The WL-600g is essentially an ADSL2+ modem, a router, an 802.11g wireless access point, and a 4-port network switch. It has two USB ports, which can be used to set up an FTP server and a network printer, and bandwidth management is also featured; this allows you to optimise the data throughput for games, VoIP and video streaming, the FTP server and your Web browser.
It Web configuration interface isn't the easiest we've ever used. Only one sub-menu at a time can be expanded, so many items are hidden. Also, its IP filtering and parental control (which can restrict access to the Internet at specified times) will require someone who already knows their way around a router to set them up.
That said, we did like the ADSL auto-detection feature; it was able to detect our connection type in a few minutes so all we had to do was enter our ISP login details. Immediately, the wireless network settings were brought up and we able to enter our network ID and security levels. The security levels present during this step are WEP (64 and 128-bit) and WPA, but if setting up the wireless security manually, the settings are different - it offers a combined WPA and WPA2 mode, and WEP is labeled as 'Open'. Furthermore, three different sub-menus need to be visited in order to set the network ID, the network speed and the type of network security.
We set up an 802.11g network using WPA-PSK security with AES encryption.

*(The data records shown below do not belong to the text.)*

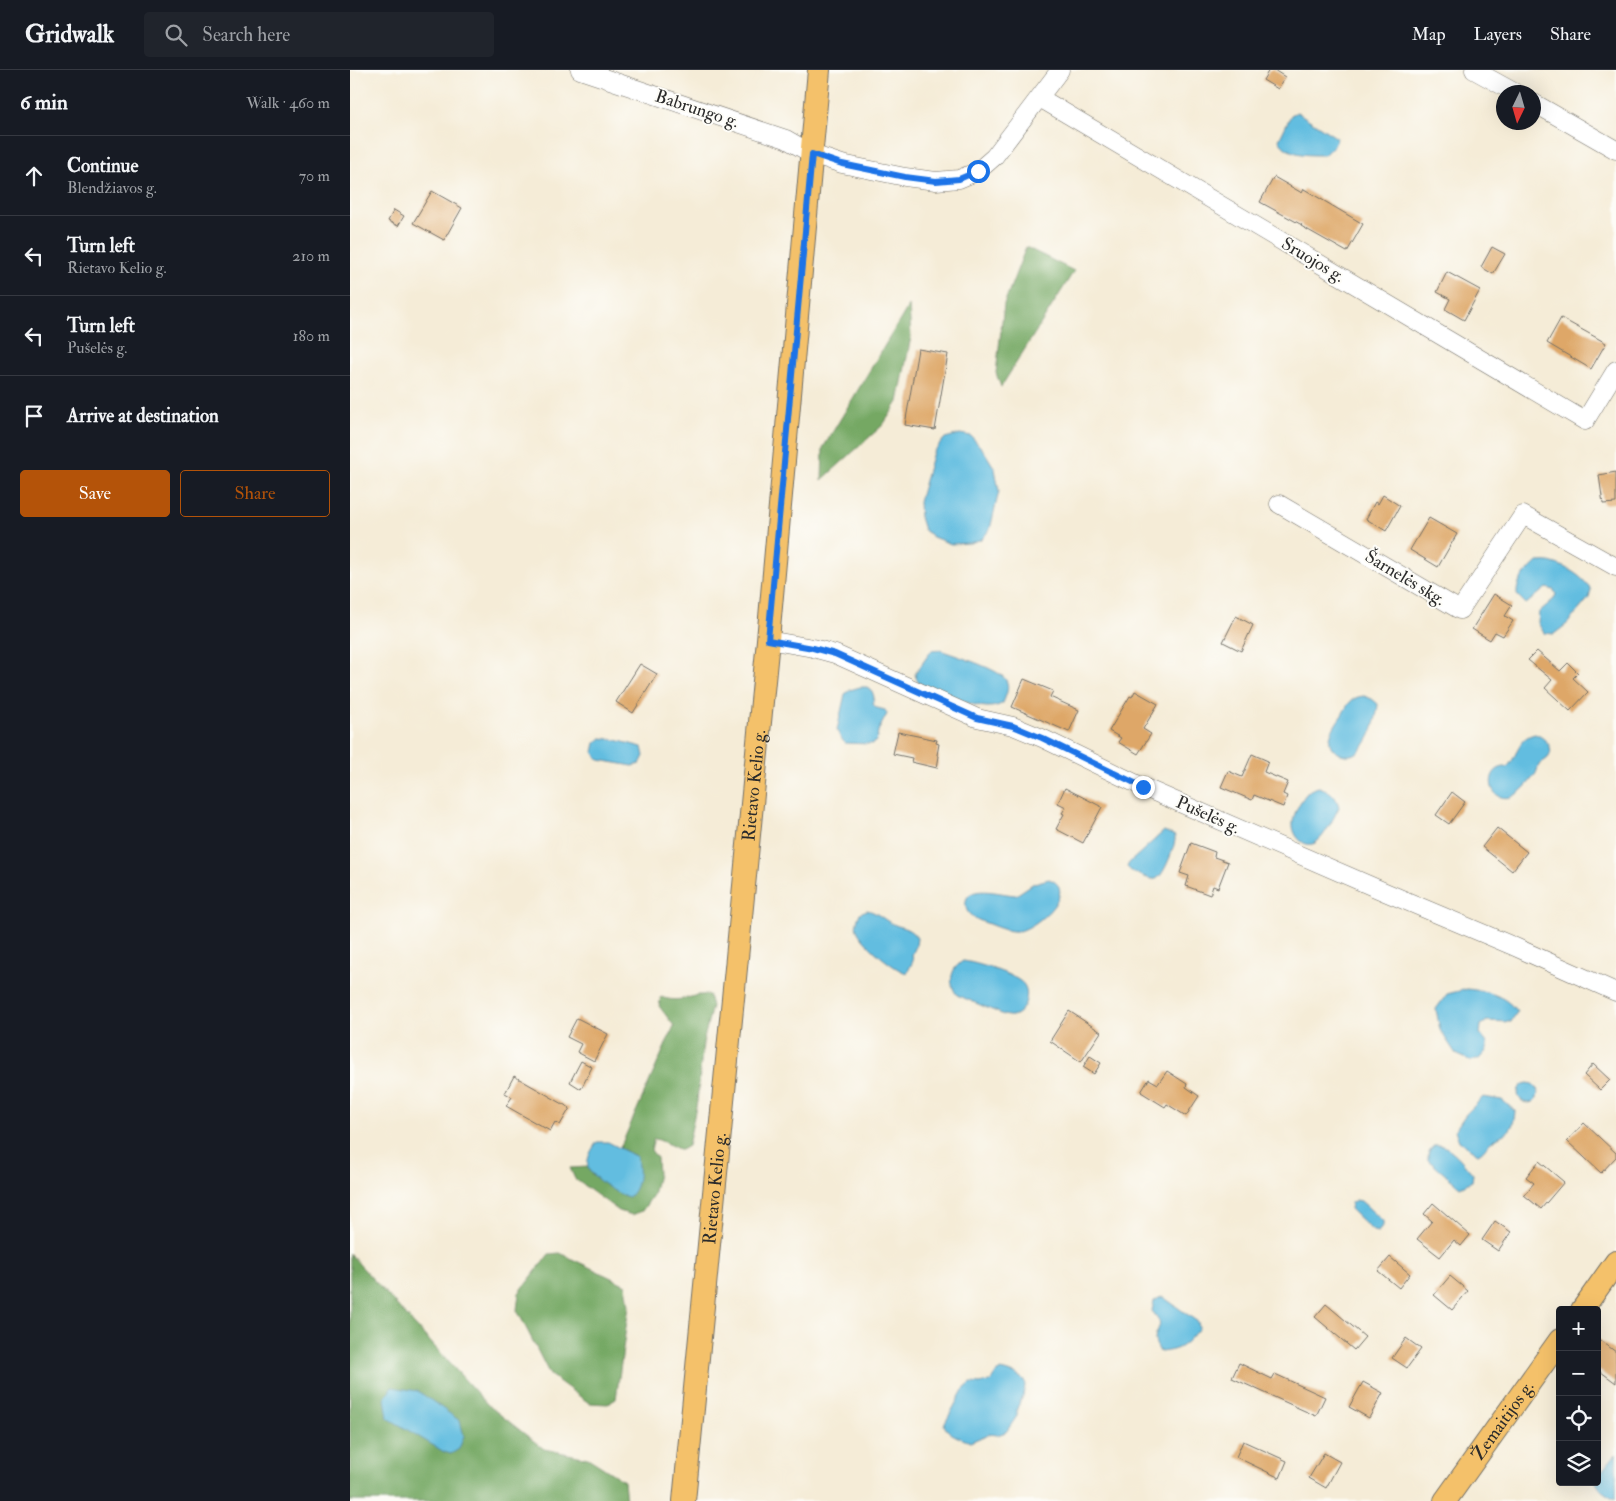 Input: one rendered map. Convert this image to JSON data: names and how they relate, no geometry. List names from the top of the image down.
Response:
{
  "streets": {
    "main road": ["Rietavo Kelio g.", "Žemaitijos g."],
    "street": [
      "Babrungo g.",
      "Sruojos g.",
      "Šarnelės skg.",
      "Pušelės g."
    ]
  },
  "crossings": [
    ["Babrungo g.", "Sruojos g."],
    ["Babrungo g.", "Rietavo Kelio g."],
    ["Rietavo Kelio g.", "Pušelės g."]
  ],
  "north": "bottom",
  "page": {
    "header": "Gridwalk",
    "search": "Search here",
    "nav": ["Map", "Layers", "Share"],
    "heading": ["6 min", "Walk · 460 m"],
    "list": [
      ["Continue", "Blendžiavos g.", "70 m"],
      ["Turn left", "Rietavo Kelio g.", "210 m"],
      ["Turn left", "Pušelės g.", "180 m"],
      "Arrive at destination"
    ],
    "buttons": ["Save", "Share"],
    "map_buttons": ["+", "−"]
  }
}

Testing with a Centrino notebook from five metres away and with a double-brick wall as an obstacle, resulted in a fast transfer speed of 2.43MBps (19.44Mbps). We managed to watch a DivX-encoded movie from our file server without experiencing more than a couple of stutters at the beginning of the stream. Of course, the distance and any radio interference in your own environment will dictate how well the wireless signal works.

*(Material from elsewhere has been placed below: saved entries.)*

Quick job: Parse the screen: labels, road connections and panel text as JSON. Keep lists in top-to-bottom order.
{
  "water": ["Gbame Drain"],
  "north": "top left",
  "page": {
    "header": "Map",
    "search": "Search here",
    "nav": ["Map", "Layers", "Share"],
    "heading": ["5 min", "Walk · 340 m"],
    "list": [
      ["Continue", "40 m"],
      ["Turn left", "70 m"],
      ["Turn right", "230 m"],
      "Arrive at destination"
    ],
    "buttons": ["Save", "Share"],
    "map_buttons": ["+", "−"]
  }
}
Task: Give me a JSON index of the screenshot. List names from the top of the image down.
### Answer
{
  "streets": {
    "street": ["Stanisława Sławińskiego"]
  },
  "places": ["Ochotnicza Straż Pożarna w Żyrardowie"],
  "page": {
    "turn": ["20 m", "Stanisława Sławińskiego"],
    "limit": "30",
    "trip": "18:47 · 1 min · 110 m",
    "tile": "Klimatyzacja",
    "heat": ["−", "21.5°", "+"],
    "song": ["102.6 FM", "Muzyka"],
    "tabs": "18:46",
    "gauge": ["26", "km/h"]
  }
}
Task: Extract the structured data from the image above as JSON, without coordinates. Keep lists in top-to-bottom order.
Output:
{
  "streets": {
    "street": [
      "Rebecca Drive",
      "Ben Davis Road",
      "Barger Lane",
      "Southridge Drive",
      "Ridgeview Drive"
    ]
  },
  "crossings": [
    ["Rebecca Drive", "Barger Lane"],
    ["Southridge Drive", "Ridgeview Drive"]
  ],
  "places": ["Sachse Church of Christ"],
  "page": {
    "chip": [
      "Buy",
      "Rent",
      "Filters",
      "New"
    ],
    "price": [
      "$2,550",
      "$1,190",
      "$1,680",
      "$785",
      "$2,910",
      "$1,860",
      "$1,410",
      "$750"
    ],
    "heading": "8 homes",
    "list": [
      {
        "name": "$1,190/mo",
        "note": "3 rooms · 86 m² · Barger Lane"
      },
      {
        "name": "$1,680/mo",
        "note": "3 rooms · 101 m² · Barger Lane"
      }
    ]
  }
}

Tests with our 512Kbps ADSL and 24Mbps ADSL2+ connections garnered speedy download results. We didn't experience any random drop-outs and download speeds reached the peaks that we're used to seeing on our phone lines. The WL-600g averaged a download speed of 50KBps (which translates to 400Kbps) using our 512Kbps connection and 2.27MBps (which translates to 18.16Mbps) using our ADSL2+ connection.

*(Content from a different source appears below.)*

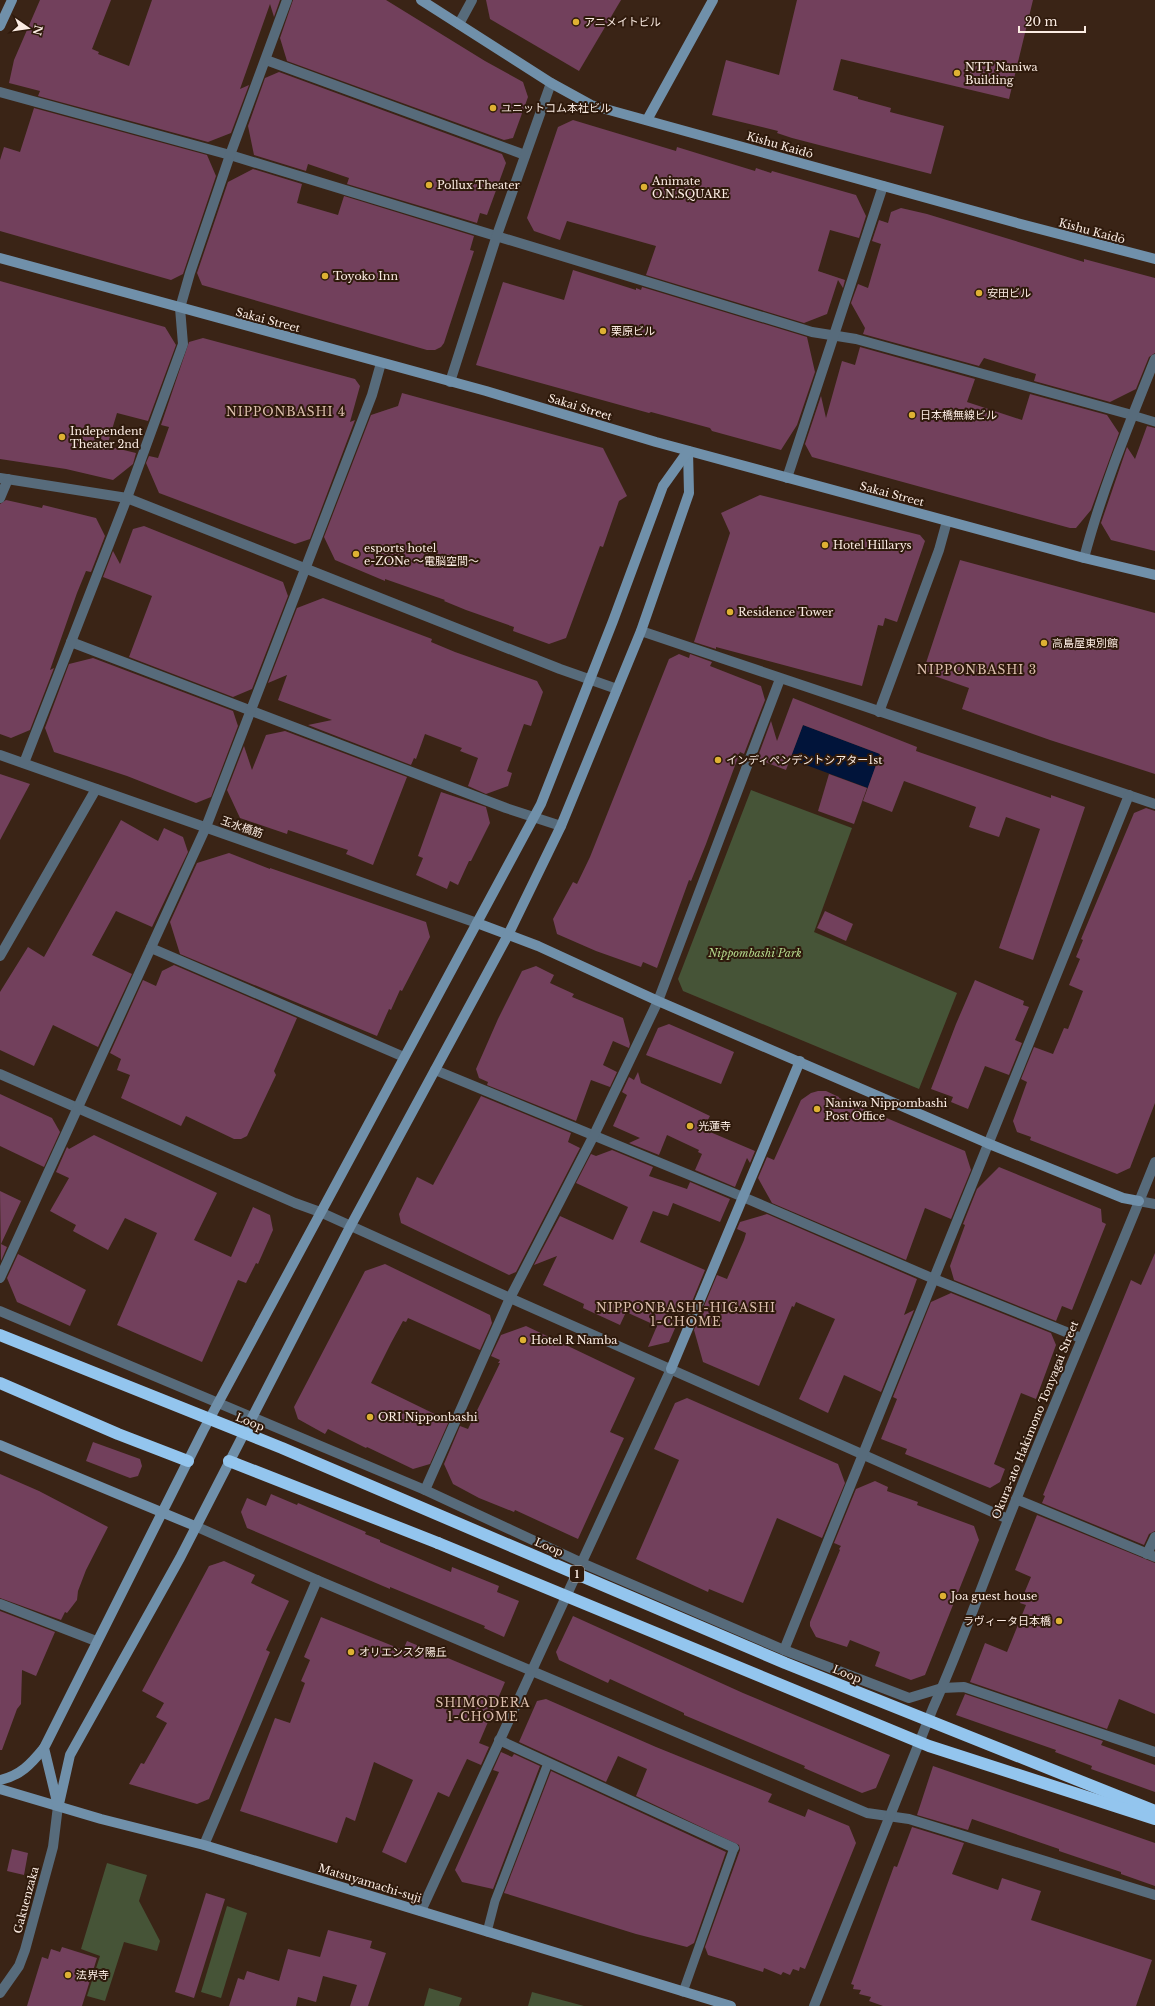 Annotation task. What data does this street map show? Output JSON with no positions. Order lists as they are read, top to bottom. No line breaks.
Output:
{"streets":{"highway":["Loop","1"],"street":["Kishu Kaidō","Sakai Street","玉水橋筋","Okura-ato Hakimono Tonyagai Street","Matsuyamachi-suji","Gakuenzaka"]},"crossings":[["Matsuyamachi-suji","Gakuenzaka"]],"districts":["NIPPONBASHI 4","NIPPONBASHI 3","NIPPONBASHI-HIGASHI 1-CHOME","SHIMODERA 1-CHOME"],"parks":["Nippombashi Park"],"places":["アニメイトビル","NTT Naniwa Building","ユニットコム本社ビル","Pollux Theater","Animate O.N.SQUARE","Toyoko Inn","安田ビル","栗原ビル","日本橋無線ビル","Independent Theater 2nd","Hotel Hillarys","esports hotel e-ZONe ～電脳空間～","Residence Tower","高島屋東別館","インディペンデントシアター1st","Naniwa Nippombashi Post Office","光蓮寺","Hotel R Namba","ORI Nipponbashi","Joa guest house","ラヴィータ日本橋","オリエンス夕陽丘","法界寺"],"scale_bar":"20 m","north":"right"}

The unit's FTP server function allows a powered USB 2.0 hard drive to be shared across a LAN, but it won't allow files to be written to an NTFS-format hard drive, only to hard drive with a FAT file system. We attained a transfer rate of 1MBps when transferring songs from the FTP server wirelessly over our LAN. Computers directly attached to the WL-600g's Ethernet ports averaged 1.42MBps. For setting up a printer, the supplied documentation will come in handy; we followed the instructions and were up and printing in no time (make sure your printer driver is nearby so you can install it).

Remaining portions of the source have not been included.